Copy out every line of the records in which "their" can be found.
________________
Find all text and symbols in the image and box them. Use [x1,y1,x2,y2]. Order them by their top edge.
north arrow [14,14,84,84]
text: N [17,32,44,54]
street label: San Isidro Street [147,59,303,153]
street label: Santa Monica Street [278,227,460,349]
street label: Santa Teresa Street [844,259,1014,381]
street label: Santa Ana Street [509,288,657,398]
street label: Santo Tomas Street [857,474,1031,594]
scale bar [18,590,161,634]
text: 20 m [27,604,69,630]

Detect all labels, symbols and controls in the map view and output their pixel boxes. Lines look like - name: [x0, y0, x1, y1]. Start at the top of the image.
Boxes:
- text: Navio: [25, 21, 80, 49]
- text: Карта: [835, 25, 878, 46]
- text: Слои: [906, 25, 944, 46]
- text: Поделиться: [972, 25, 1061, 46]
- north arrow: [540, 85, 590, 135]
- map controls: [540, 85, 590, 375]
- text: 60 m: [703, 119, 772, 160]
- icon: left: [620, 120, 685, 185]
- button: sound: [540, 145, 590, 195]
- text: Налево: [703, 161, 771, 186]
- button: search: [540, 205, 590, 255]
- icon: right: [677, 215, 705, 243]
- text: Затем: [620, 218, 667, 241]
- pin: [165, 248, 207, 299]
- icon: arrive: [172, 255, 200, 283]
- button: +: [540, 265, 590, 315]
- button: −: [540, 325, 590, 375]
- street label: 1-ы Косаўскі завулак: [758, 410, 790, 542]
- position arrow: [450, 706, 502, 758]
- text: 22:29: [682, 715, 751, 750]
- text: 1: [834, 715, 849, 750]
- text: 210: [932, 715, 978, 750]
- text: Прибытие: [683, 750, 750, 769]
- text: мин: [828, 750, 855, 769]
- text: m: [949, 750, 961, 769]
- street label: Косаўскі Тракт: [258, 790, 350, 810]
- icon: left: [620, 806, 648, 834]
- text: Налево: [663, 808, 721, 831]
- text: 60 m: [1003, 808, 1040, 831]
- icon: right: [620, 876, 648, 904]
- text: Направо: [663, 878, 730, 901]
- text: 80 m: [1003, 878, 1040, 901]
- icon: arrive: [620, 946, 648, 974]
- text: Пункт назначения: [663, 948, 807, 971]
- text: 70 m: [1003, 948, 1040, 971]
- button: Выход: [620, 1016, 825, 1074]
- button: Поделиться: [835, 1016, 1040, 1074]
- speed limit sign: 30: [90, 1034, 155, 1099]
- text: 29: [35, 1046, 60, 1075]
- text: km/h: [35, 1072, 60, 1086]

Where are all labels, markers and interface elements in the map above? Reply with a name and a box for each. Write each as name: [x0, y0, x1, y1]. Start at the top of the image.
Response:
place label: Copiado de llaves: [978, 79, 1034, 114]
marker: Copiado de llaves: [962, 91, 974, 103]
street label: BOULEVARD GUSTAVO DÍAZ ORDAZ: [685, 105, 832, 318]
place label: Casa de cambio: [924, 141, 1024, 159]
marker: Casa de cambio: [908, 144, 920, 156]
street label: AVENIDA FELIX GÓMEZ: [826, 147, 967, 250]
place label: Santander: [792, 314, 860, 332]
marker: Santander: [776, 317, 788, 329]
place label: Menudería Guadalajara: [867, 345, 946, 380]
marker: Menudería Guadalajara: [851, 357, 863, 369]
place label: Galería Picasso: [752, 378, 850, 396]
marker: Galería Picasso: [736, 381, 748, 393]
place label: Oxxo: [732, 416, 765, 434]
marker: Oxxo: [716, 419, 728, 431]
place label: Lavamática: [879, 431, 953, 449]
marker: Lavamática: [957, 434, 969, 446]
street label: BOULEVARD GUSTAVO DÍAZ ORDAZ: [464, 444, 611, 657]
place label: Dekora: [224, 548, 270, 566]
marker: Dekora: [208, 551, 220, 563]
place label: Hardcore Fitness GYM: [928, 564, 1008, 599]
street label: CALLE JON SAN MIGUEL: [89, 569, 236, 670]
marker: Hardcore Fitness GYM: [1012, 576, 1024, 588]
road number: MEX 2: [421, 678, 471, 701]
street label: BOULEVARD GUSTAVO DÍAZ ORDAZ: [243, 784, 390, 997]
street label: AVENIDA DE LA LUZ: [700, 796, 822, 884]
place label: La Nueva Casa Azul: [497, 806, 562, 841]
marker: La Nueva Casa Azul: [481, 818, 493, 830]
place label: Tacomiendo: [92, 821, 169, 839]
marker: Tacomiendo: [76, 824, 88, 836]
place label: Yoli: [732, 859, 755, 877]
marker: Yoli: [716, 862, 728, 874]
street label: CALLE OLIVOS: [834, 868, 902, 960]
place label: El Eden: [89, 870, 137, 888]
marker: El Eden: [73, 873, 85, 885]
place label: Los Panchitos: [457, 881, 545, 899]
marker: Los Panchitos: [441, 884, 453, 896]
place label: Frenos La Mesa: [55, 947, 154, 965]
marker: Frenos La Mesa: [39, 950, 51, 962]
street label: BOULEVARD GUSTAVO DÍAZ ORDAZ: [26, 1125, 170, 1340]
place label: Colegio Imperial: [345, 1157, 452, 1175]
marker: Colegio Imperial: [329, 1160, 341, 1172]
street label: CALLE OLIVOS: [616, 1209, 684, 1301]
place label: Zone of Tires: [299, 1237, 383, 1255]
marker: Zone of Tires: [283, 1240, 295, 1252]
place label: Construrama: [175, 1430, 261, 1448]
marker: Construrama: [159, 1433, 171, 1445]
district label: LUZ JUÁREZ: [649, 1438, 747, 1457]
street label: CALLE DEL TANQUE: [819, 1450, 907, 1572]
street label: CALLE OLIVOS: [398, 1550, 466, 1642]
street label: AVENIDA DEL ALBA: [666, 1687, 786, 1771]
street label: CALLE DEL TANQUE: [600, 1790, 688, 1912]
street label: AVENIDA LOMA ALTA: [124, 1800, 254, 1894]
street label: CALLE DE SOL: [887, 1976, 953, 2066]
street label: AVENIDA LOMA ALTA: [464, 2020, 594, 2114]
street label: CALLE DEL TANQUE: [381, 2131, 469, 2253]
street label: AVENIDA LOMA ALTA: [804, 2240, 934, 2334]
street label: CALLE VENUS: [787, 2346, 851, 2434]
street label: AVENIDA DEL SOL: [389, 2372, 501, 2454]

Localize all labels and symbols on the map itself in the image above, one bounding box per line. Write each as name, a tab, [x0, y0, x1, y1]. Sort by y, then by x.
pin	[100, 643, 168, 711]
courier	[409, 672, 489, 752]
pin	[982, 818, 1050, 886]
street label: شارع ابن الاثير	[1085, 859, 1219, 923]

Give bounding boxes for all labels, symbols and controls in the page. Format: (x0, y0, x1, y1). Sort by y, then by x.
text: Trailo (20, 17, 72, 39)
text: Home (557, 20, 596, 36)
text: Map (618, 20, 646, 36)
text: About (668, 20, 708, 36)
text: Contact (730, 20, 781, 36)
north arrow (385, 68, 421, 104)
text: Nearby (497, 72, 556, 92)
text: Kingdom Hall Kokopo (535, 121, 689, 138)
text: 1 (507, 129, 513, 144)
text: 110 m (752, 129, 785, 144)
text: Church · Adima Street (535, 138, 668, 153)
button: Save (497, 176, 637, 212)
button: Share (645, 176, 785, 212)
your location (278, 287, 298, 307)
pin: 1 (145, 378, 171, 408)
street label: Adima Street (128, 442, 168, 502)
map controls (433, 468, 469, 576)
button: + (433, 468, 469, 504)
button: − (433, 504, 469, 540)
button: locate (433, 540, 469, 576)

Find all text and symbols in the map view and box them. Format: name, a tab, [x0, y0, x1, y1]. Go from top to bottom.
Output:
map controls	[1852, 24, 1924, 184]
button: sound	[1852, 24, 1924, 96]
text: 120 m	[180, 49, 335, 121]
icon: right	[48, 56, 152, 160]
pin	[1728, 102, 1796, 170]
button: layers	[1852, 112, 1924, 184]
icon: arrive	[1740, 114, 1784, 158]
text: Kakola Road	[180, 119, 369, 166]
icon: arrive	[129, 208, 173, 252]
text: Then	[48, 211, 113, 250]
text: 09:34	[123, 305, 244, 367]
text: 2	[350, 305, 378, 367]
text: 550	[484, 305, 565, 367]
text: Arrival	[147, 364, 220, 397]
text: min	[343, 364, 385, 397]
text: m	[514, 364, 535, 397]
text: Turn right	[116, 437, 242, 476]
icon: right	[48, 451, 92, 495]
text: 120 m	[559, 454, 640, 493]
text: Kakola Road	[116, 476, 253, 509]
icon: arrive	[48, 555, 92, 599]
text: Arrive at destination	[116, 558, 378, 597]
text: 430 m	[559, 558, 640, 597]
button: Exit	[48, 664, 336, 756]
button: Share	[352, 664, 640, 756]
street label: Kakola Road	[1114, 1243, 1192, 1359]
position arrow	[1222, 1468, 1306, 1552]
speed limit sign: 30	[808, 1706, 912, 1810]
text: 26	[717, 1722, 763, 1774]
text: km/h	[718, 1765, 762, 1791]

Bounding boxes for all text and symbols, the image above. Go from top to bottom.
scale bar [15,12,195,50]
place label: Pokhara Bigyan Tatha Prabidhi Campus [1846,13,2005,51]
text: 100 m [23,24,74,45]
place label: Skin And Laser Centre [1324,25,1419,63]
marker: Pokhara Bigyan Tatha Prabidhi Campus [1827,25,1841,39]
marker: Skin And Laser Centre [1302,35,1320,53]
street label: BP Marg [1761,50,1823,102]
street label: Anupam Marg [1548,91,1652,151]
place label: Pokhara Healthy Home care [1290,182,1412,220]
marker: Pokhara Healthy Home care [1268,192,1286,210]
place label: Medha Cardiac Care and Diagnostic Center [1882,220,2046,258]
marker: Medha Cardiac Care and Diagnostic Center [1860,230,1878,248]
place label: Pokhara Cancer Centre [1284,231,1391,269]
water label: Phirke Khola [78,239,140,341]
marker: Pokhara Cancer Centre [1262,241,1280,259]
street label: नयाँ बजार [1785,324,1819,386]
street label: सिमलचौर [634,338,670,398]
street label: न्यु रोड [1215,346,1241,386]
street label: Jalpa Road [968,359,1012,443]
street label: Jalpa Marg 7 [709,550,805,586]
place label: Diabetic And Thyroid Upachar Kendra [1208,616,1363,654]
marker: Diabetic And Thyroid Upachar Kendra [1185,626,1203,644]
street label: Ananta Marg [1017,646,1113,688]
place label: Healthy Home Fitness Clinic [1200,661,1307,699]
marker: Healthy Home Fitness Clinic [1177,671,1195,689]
________________
» **OUTPUT OF THE TASK**
Find all text and symbols in the image and box them. Use [x1,y1,x2,y2]. Order them by their top edge.
Detect all labels, symbols and controls in the map view and output their pixel boxes. Lines look like - name: [x0, y0, x1, y1]. Start at the top of the image.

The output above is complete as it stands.